Instead of writing the name of a person,
Provenzano used a variation of the Caesar cipher in which letters were replaced
by numbers: A by 4, B by 5, … Z by 24 (there are only 21 letters in the Italian
alphabet). So in one of his notes the string "…I met 512151522 191212154
and we agreed that we will see each other after the holidays…," refers to
Binnu Riina, an associate arrested soon after Provenzano [LOR06]. Police
decrypted notes found before Provenzano's arrest and used clues in them to find
the boss, wanted for 40 years.
All notes appear to use the same
encryption, making them trivial to decrypt once police discerned the pattern.
Suggestions
we might make to Sig. Provenzano: use a strong encryption algorithm, change the
encryption key from time to time, and hire a cryptographer.
Its obvious pattern is also
the major weakness of the Caesar cipher. A secure encryption should not allow
an interceptor to use a small piece of the ciphertext to predict the entire
pattern of the encryption.
Cryptanalysis of the Caesar Cipher
Let us take a closer look at
the result of applying Caesar's encryption technique to "TREATY IMPOSSIBLE."

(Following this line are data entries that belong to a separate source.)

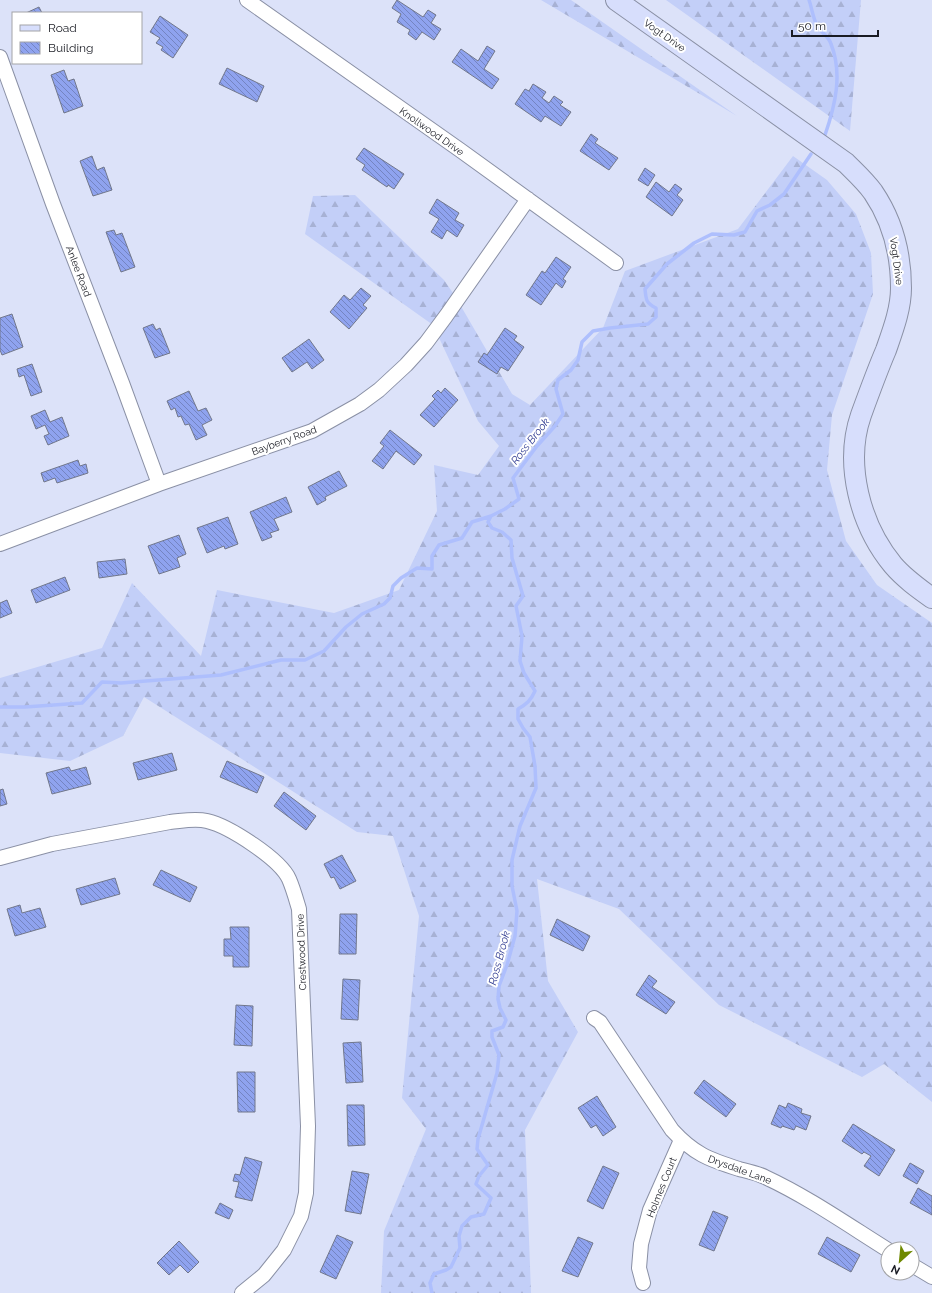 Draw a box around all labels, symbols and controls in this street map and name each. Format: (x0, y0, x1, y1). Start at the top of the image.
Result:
legend (12, 12, 142, 64)
scale bar (792, 12, 878, 38)
street label: Vogt Drive (642, 17, 688, 54)
text: 50 m (798, 19, 826, 33)
text: Road (48, 21, 77, 35)
text: Building (48, 41, 94, 55)
street label: Knollwood Drive (397, 105, 466, 158)
street label: Vogt Drive (888, 237, 905, 286)
street label: Anlee Road (64, 244, 93, 298)
water label: Ross Brook (508, 415, 553, 467)
street label: Bayberry Road (250, 424, 318, 457)
street label: Crestwood Drive (295, 913, 308, 991)
water label: Ross Brook (486, 930, 513, 987)
street label: Drysdale Lane (707, 1153, 773, 1186)
street label: Holmes Court (644, 1155, 679, 1219)
north arrow (880, 1241, 920, 1281)
text: N (889, 1262, 902, 1277) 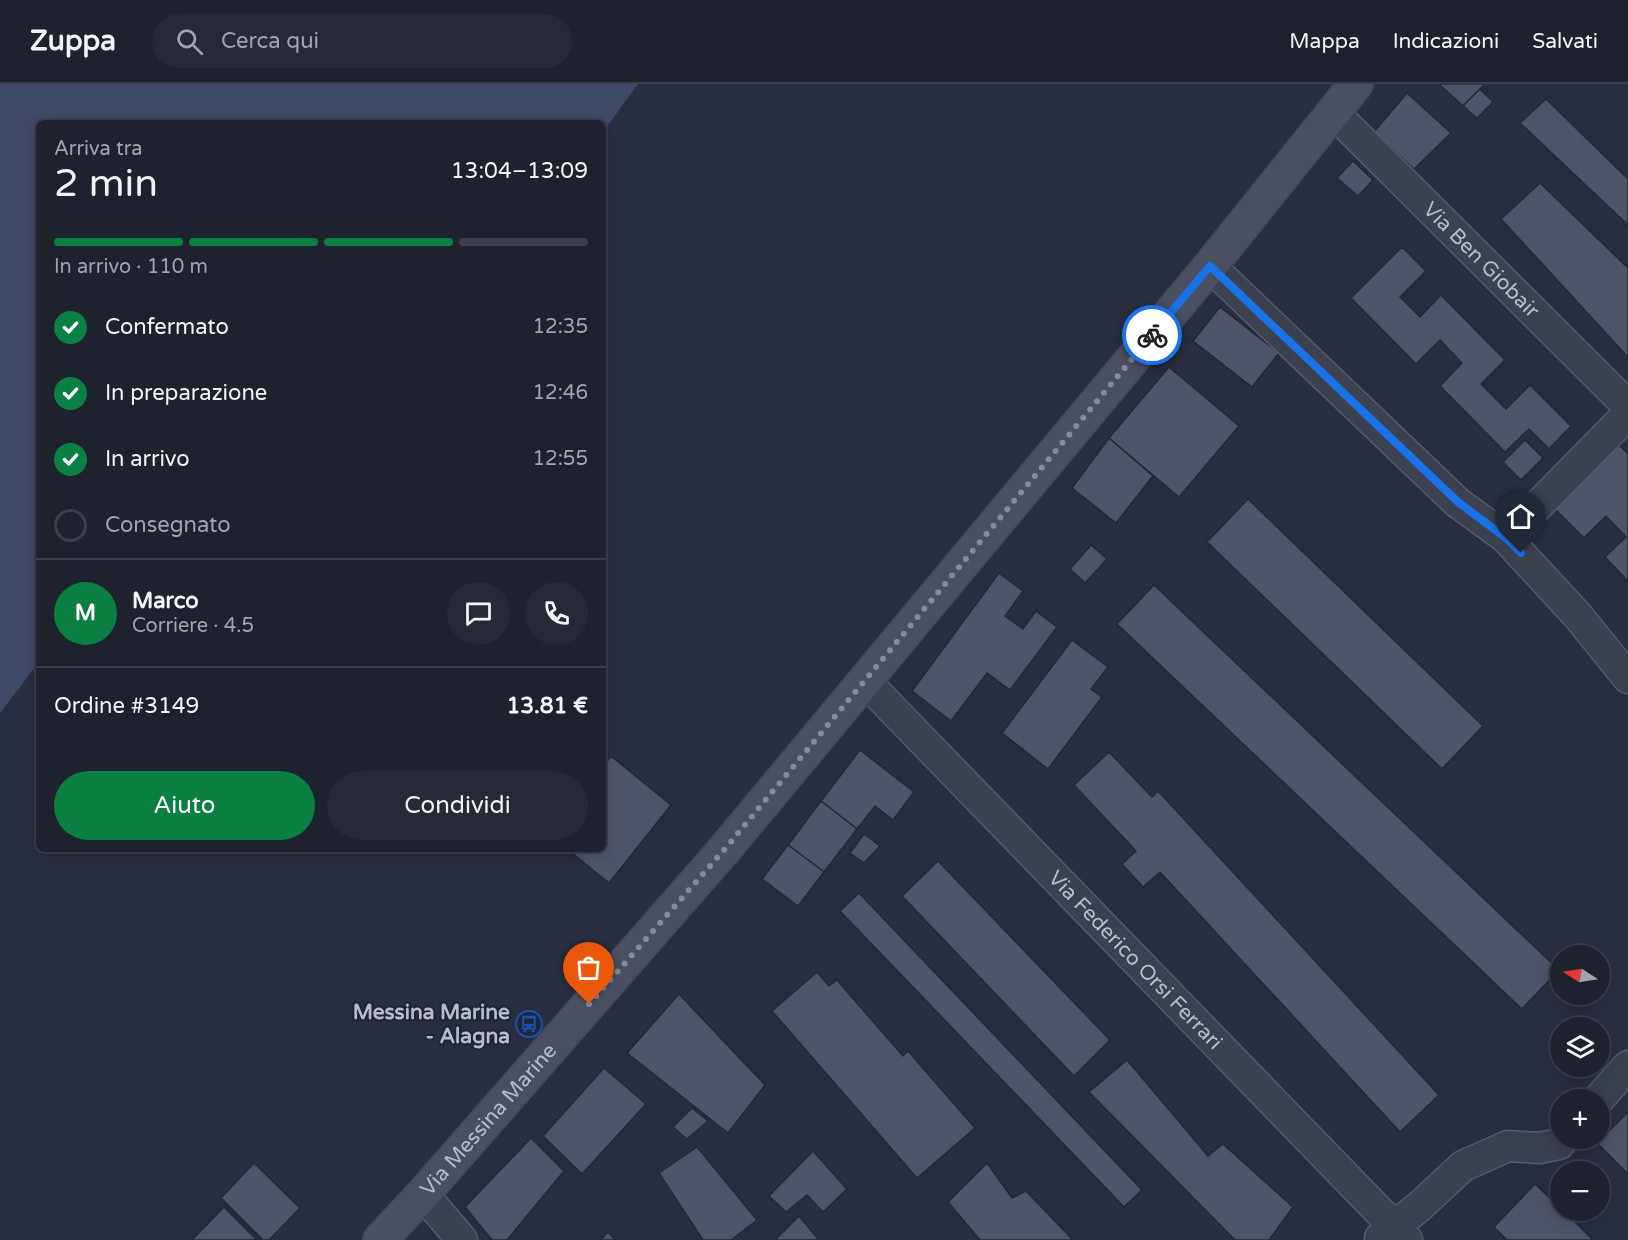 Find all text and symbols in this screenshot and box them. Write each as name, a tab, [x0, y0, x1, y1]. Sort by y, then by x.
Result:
search box	[152, 14, 572, 68]
text: Zuppa	[30, 24, 116, 58]
icon: search	[173, 25, 206, 58]
text: Cerca qui	[221, 28, 319, 54]
text: Mappa	[1289, 29, 1360, 54]
text: Indicazioni	[1393, 29, 1499, 54]
text: Salvati	[1532, 29, 1598, 54]
text: Arriva tra	[54, 137, 143, 161]
text: 13:04–13:09	[451, 158, 588, 184]
text: 2 min	[54, 160, 158, 207]
street label: Via Ben Giobair	[1418, 197, 1545, 323]
text: In arrivo · 110 m	[54, 255, 208, 279]
courier	[1122, 305, 1182, 365]
icon: check	[54, 311, 87, 344]
text: Confermato	[105, 314, 229, 340]
text: 12:35	[533, 315, 588, 339]
icon: bike	[1136, 319, 1169, 352]
icon: check	[54, 377, 87, 410]
text: In preparazione	[105, 380, 267, 406]
text: 12:46	[533, 381, 588, 405]
icon: check	[54, 443, 87, 476]
text: In arrivo	[105, 446, 190, 472]
text: 12:55	[533, 447, 588, 471]
pin	[1495, 491, 1546, 553]
icon: home	[1504, 500, 1537, 533]
text: Consegnato	[105, 512, 231, 538]
button: chat	[447, 582, 510, 645]
button: phone	[525, 582, 588, 645]
text: Marco	[132, 588, 199, 614]
text: M	[75, 600, 96, 626]
text: Corriere · 4.5	[132, 614, 254, 638]
text: Ordine #3149	[54, 693, 199, 719]
text: 13.81 €	[506, 693, 588, 719]
button: Aiuto	[54, 771, 315, 840]
button: Condividi	[327, 771, 588, 840]
street label: Via Federico Orsi Ferrari	[1043, 865, 1228, 1055]
pin	[563, 942, 614, 1004]
north arrow	[1550, 945, 1610, 1005]
map controls	[1550, 945, 1610, 1221]
icon: bag	[572, 951, 605, 984]
place label: Messina Marine - Alagna	[353, 1000, 510, 1049]
bus stop icon: Messina Marine - Alagna	[514, 1009, 544, 1039]
button: layers	[1550, 1017, 1610, 1077]
street label: Via Messina Marine	[415, 1038, 562, 1201]
button: +	[1550, 1089, 1610, 1149]
button: −	[1550, 1161, 1610, 1221] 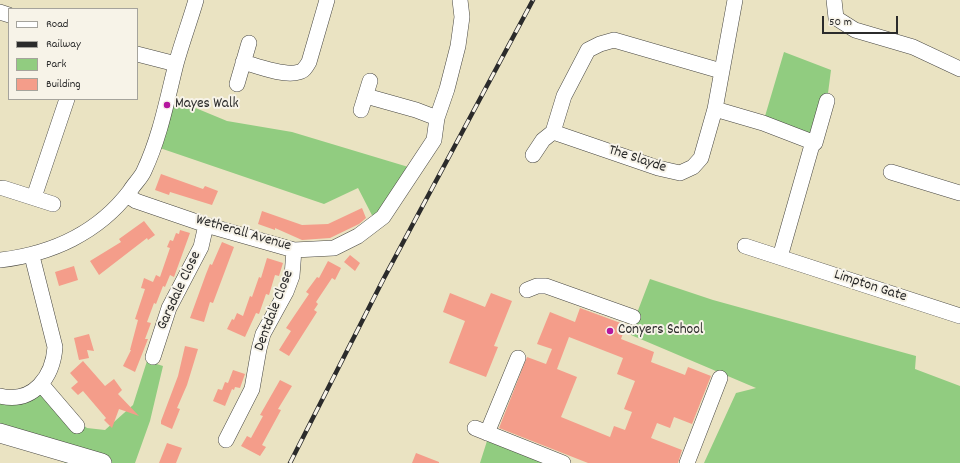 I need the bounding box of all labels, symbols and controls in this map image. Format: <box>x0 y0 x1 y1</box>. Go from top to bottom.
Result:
legend <box>8 8 138 100</box>
scale bar <box>824 8 900 34</box>
text: 50 m <box>829 14 852 31</box>
text: Road <box>46 16 68 33</box>
text: Railway <box>46 36 81 53</box>
text: Park <box>46 56 66 73</box>
text: Building <box>46 76 81 93</box>
place label: Mayes Walk <box>175 96 239 114</box>
marker: Mayes Walk <box>162 100 172 110</box>
street label: The Slayde <box>606 142 668 178</box>
street label: Wetherall Avenue <box>193 212 293 256</box>
street label: Garsdale Close <box>154 249 206 333</box>
street label: Limpton Gate <box>831 267 909 307</box>
street label: Dentdale Close <box>251 268 299 354</box>
place label: Conyers School <box>618 322 703 340</box>
marker: Conyers School <box>605 326 615 336</box> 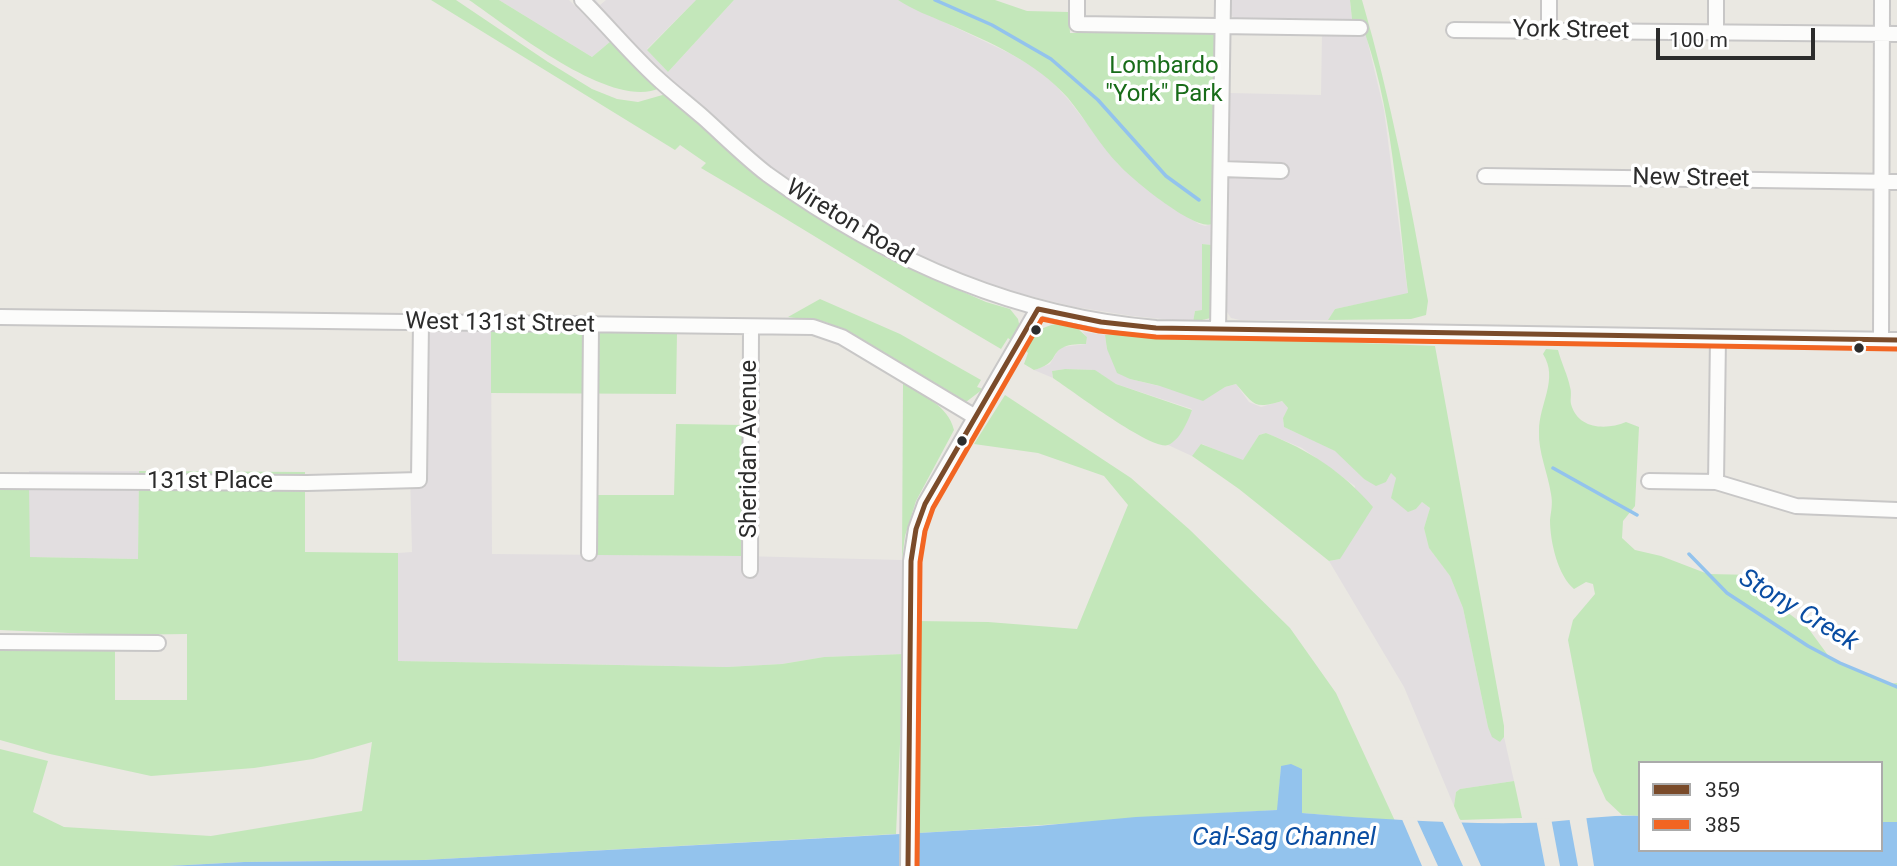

If we did not know the plaintext and were trying to guess it, we would have
many clues from the ciphertext. For example, the break between the two words is
preserved in the ciphertext, and double letters are preserved: The SS is translated to vv. We might also notice that
when a letter is repeated, it maps again to the same ciphertext as it did
previously. So the letters T, I, and E always translate to w, l, and h. These clues make this
cipher easy to break.
Suppose you are given the following ciphertext
message, and you want to try to determine the original plaintext.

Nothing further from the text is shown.